• What the task asks:
Below is some data. Retype exactly the lines starting at the one with "M667,645H685V681L657,682V655H667Z" and ending at the one with "M454,759H478V792H454Z".
---- Supplied records
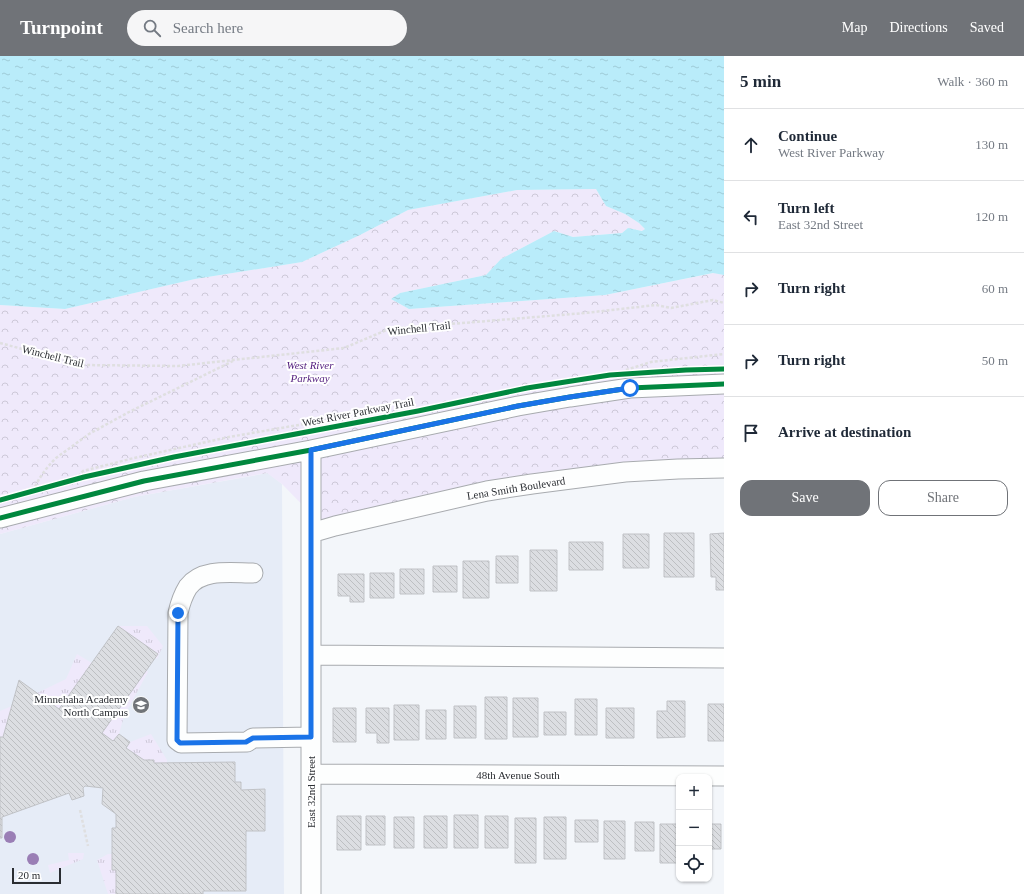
<!DOCTYPE html>
<html lang="en">
<head>
<meta charset="utf-8">
<style>
	body { margin:0; font-family:"Times New Roman",serif; background:#f6f6f7; color:#1f2937 }
	.controls { position:absolute; right:12px; bottom:12px; display:grid; overflow:hidden; border-radius:8px; box-shadow:0 1px 3px #0004 }
	.controls button { width:36px; height:36px; display:grid; place-items:center; padding:0; border:0; border-bottom:1px solid #e0e1e3; background:#fff; color:#1f2937; font:20px sans-serif }
	.scale { position:absolute; left:12px; bottom:10px; width:49px; box-sizing:border-box; padding-left:4px; border:2px solid #2a2d32; border-top:0; font-size:11px; line-height:14px; white-space:nowrap; color:#2a2d32; -webkit-text-stroke:3px #fff; paint-order:stroke }
	.stop { position:absolute; width:12px; height:12px; margin:-9px; border:3px solid #1a73e8; border-radius:50%; background:#fff }
	.stop.end { background:#1a73e8; border-color:#fff; box-shadow:0 1px 4px #0008 }
	.list { margin:0; padding:0; list-style:none }
	h2 { display:flex; justify-content:space-between; align-items:center; height:52px; margin:0; padding:0 16px; font-size:17px }
	h2 small { font-size:13px; font-weight:400; color:#747a83 }
	.list li { display:grid; grid-template-columns:26px 1fr auto; gap:12px; align-items:center; box-sizing:border-box; height:72px; padding:0 16px; border-top:1px solid #e0e1e3 }
	.list b { display:block; font-size:15px; white-space:nowrap }
	.list p { margin:0; font-size:13px; white-space:nowrap; color:#747a83 }
	.list em { font-size:13px; font-style:normal; color:#747a83 }
	.actions { display:flex; gap:8px; padding:12px 16px }
	.actions a { flex:1; padding:9px 0; border:1px solid #707378; border-radius:12px; text-align:center; font-size:14px; color:#707378 }
	.actions .main { background:#707378; color:#fff }
	.icon { flex:none; width:22px; height:22px; fill:none; stroke:currentColor; stroke-width:2; stroke-linecap:round; stroke-linejoin:round }
	.map { position:relative; flex:none; width:724px; height:838px; overflow:hidden }
	header { display:flex; align-items:center; gap:24px; box-sizing:border-box; height:56px; padding:0 20px; background:#707378; color:#fff }
	header strong { font-size:19px }
	nav { display:flex; gap:22px; margin-inline-start:auto; font-size:14px }
	.search { width:280px; height:36px; background:#f6f6f7; display:flex; align-items:center; gap:10px; box-sizing:border-box; padding:0 14px; border-radius:22px; color:#747a83; font-size:15px }
	main { display:flex }
	aside { flex:1; background:#fff }
	.map>svg:first-child { display:block }
	.built { fill:#e6ecf7 }
	.grass { fill:url(#grass-tufts) }
	.park { fill:url(#park-crowns) }
	.water { fill:url(#water-ripples) }
	.building { fill:url(#building-back-hatch); stroke:#c0c2c6 }
	.lines { fill:none; stroke-linecap:round; stroke-linejoin:round }
	.minor-casing { stroke:#a8abaf; stroke-width:21 }
	.path { stroke:#dfdfe0; stroke-width:2.5; stroke-dasharray:3 2; stroke-linecap:butt }
	.minor { stroke:#fdfefe; stroke-width:19 }
	.cycleway-casing { stroke:#fff; stroke-width:8 }
	.cycleway { stroke:#00873e; stroke-width:5 }
	.tree { fill:#9a7eb5 }
	.route { stroke:#1a73e8; stroke-width:5 }
	.labels { text-anchor:middle; stroke-width:4; stroke-linejoin:round; paint-order:stroke }
	.street-label { font-size:11px; fill:#2a2d32; stroke:#fff }
	.park-label { font-size:11px; font-style:italic; fill:#511b7d; stroke:#fff }
	.poi-label { font-size:11px; fill:#2a2d32; stroke:#fff; text-anchor:end }
</style>
</head>
<body>
<header>
<strong>Turnpoint</strong>
<div class="search"><svg class="icon" aria-label="search" viewBox="0 0 24 24"><circle cx="10" cy="10" r="6"/><path d="M15 15l6 6"/></svg>Search here</div>
<nav><a>Map</a><a>Directions</a><a>Saved</a></nav>
</header>
<main>
<div class="map">
<svg width="724" height="838" viewBox="0 0 724 838">
	<defs>
		<pattern id="grass-tufts" width="24" height="20" patternUnits="userSpaceOnUse"><rect width="24" height="20" fill="#efe9fb"/><path d="M3 7l-1-3M5 7V3M7 7l1-3M15 17l-1-3M17 17v-4M19 17l1-3" fill="none" stroke="#cdc8d8"/></pattern>
		<pattern id="park-crowns" width="20" height="18" patternUnits="userSpaceOnUse"><rect width="20" height="18" fill="#efe9fb"/><path d="M2 6a3 3 0 1 1 6 0M12 15a3 3 0 1 1 6 0" fill="none" stroke="#cdc8d8"/></pattern>
		<pattern id="water-ripples" width="26" height="14" patternUnits="userSpaceOnUse"><rect width="26" height="14" fill="#b9ecfa"/><path d="M2 4q2-2 4 0t4 0M15 11q2-2 4 0t4 0" fill="none" stroke="#9fcbd7"/></pattern>
		<pattern id="building-back-hatch" width="6" height="6" patternUnits="userSpaceOnUse"><rect width="6" height="6" fill="#dcdee2"/><path d="M-1 5l2 2M0 0l6 6M5-1l2 2" fill="none" stroke="#bdbfc2"/></pattern>
	</defs>
	<rect width="100%" height="100%" fill="#f3f6fa"/>
	<path class="built" d="M268,417L282,428L284,838H0V478L134,441Z"/>
	<path class="grass" d="M118,570H147L163,590L157,603L155,601L157,598Z
		M77,598L92,607L59,653L37,637L66,623Z
		M146,614L148,616L124,660L119,678L113,685L102,677Z
		M12,650L3,681H0V655Z
		M151,678L167,704V707H154V704H144L127,692L130,686Z
		M68,797H84L83,803L50,817L48,809L69,804Z
		M108,798H112V814H116V838H108L97,804Z"/>
	<path class="park" d="M596,133L606,150L625,158L639,167L645,173L643,175L628,172L622,177L573,181L554,175L501,203L486,219L400,237L391,243L409,253L605,239L714,217L724,219V402L678,403L624,406L530,418L485,425L395,446L320,467L282,428L267,417L134,441L0,478V249L65,253L195,223L302,206L360,179L408,154L517,134Z"/>
	<path class="water" d="M0,0H724V219L713,217L605,239L409,253L391,243L400,237L486,219L501,203L554,175L573,181L622,177L628,172L642,175L645,173L639,167L625,158L606,150L596,133L517,134L408,154L360,179L302,206L195,223L65,253L0,249Z"/>
	<path class="building" d="M664,477H694V521H664Z
		M724,477V534H716V521H711L710,478Z
		M623,478H649V512H623Z
		M569,486H603V514H569Z
		M530,494H557V535H530Z
		M496,500H518V527H496Z
		M463,505H489V542H463Z
		M433,510H457V536H433Z
		M400,513H424V538H400Z
		M370,517H394V542H370Z
		M338,518H364V546H350V540H338Z
		M118,570L158,598L102,677L113,685L119,678L130,686L126,692L144,704H154V707L235,706V726H241V734L265,733V775H246V835H203V838H116V814H112V772H116V758L102,748L103,732L85,730L83,732L84,740L72,744L69,737L2,761V782H0V681H3L19,624L59,653Z
		M485,641H507V683H485Z
		M513,642H538V681H513Z
		M575,643H597V679H575Z
		M667,645H685V681L657,682V655H667Z
		M708,648H724V685H708Z
		M394,649H419V684H394Z
		M454,650H476V682H454Z
		M333,652H356V686H333Z
		M366,652H389V687H377V677H366Z
		M606,652H634V682H606Z
		M426,654H446V683H426Z
		M544,656H566V679H544Z
		M454,759H478V792H454Z
		M337,760H361V794H337Z
		M366,760H385V789H366Z
		M424,760H447V792H424Z
		M485,760H508V792H485Z
		M394,761H414V792H394Z
		M544,761H566V803H544Z
		M515,762H536V807H515Z
		M575,764H598V786H575Z
		M604,765H625V803H604Z
		M635,766H654V795H635Z
		M660,768H679V807H660Z
		M709,768H721V793H709Z"/>
	<g class="lines">
		<g class="minor-casing">
			<path id="minor" d="M311,394V838
				M0,462L144,425L311,394L518,350L570,341L630,332L724,328
				M311,477L335,470L487,435L532,428L625,416L678,413L724,412
				M253,517C232,517 202,512 188,531C183,539 180,548 178,557L177,684L181,687L247,686L253,682L311,681
				M311,599L724,602
				M311,718L724,720"/>
		</g>
		<path class="path" d="M0,287L82,309L178,310L344,292L389,273L585,257L656,249L671,252L713,244L724,247
			M626,314L651,306L724,298
			M75,424L83,415L134,402L229,381L310,367L324,373
			M33,435C39,422 45,413 56,402L89,378L129,356L233,305
			M80,754L88,790"/>
		<use href="#minor" class="minor"/>
		<g class="cycleway-casing">
			<path id="cycleway" d="M0,444L84,421L174,401L418,355L527,332L610,319L686,314L724,313
				M0,462L144,425L311,394L518,350L570,341L630,332L724,328"/>
		</g>
		<use href="#cycleway" class="cycleway"/>
	</g>
	<g class="tree">
		<circle cx="10" cy="781" r="6"/>
		<circle cx="33" cy="803" r="6"/>
	</g>
	<g class="lines">
		<path class="route" d="M178,557L177,684L180,687L246,686L253,682L311,681V394L518,350L570,341L630,332"/>
	</g>
	<defs>
		<g id="school-disc" transform="scale(0.9)"><circle r="9.5" fill="#707378" stroke="#fff"/><path d="M0-5L7-2L0 1L-7-2ZM-4 1L0 2.5L4 1V4Q0 6-4 4Z" fill="#fff"/></g>
	</defs>
	<g fill-rule="evenodd">
		<use href="#school-disc" x="141" y="649"/>
	</g>
	<g class="labels">
		<g class="street-label">
			<text transform="translate(419 272) rotate(-6)" y="4">Winchell Trail</text>
			<text transform="translate(53 300) rotate(14)" y="4">Winchell Trail</text>
			<text transform="translate(358 356) rotate(-11)" y="4">West River Parkway Trail</text>
			<text transform="translate(516 432) rotate(-9)" y="4">Lena Smith Boulevard</text>
			<text x="518" y="723">48th Avenue South</text>
			<text transform="translate(311 736) rotate(-90)" y="4">East 32nd Street</text>
		</g>
		<g class="park-label">
			<text x="310" y="313">West River<tspan x="310" dy="13">Parkway</tspan></text>
		</g>
		<g class="poi-label">
			<text x="128" y="647">Minnehaha Academy<tspan x="128" dy="13">North Campus</tspan></text>
		</g>
	</g>
</svg>
<div class="controls">
<button>+</button>
<button>−</button>
<button><svg class="icon" aria-label="locate" viewBox="0 0 24 24"><circle cx="12" cy="12" r="6"/><path d="M12 2v4M12 18v4M2 12h4M18 12h4"/></svg></button>
</div>
<div class="scale">20 m</div>
<div class="stop" style="left:630px;top:332px"></div>
<div class="stop end" style="left:178px;top:557px"></div>
</div>
<aside>
<h2>5 min<small>Walk · 360 m</small></h2>
<ul class="list">
<li><svg class="icon" aria-label="ahead" viewBox="0 0 24 24"><path d="M12 20V5M6 11l6-6 6 6"/></svg><div><b>Continue</b><p>West River Parkway</p></div><em>130 m</em></li>
<li><svg class="icon" aria-label="left" viewBox="0 0 24 24"><path d="M17 20v-9H6M10 6l-5 5 5 5"/></svg><div><b>Turn left</b><p>East 32nd Street</p></div><em>120 m</em></li>
<li><svg class="icon" aria-label="right" viewBox="0 0 24 24"><path d="M7 20v-9h11M14 6l5 5-5 5"/></svg><div><b>Turn right</b></div><em>60 m</em></li>
<li><svg class="icon" aria-label="right" viewBox="0 0 24 24"><path d="M7 20v-9h11M14 6l5 5-5 5"/></svg><div><b>Turn right</b></div><em>50 m</em></li>
<li><svg class="icon" aria-label="arrive" viewBox="0 0 24 24"><path d="M6 21V4h12l-3 4 3 4H6"/></svg><div><b>Arrive at destination</b></div></li>
</ul>
<div class="actions"><a class="main">Save</a><a>Share</a></div>
</aside>
</main>
</body>
</html>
--------
• Solution for this exercise:
		M667,645H685V681L657,682V655H667Z
		M708,648H724V685H708Z
		M394,649H419V684H394Z
		M454,650H476V682H454Z
		M333,652H356V686H333Z
		M366,652H389V687H377V677H366Z
		M606,652H634V682H606Z
		M426,654H446V683H426Z
		M544,656H566V679H544Z
		M454,759H478V792H454Z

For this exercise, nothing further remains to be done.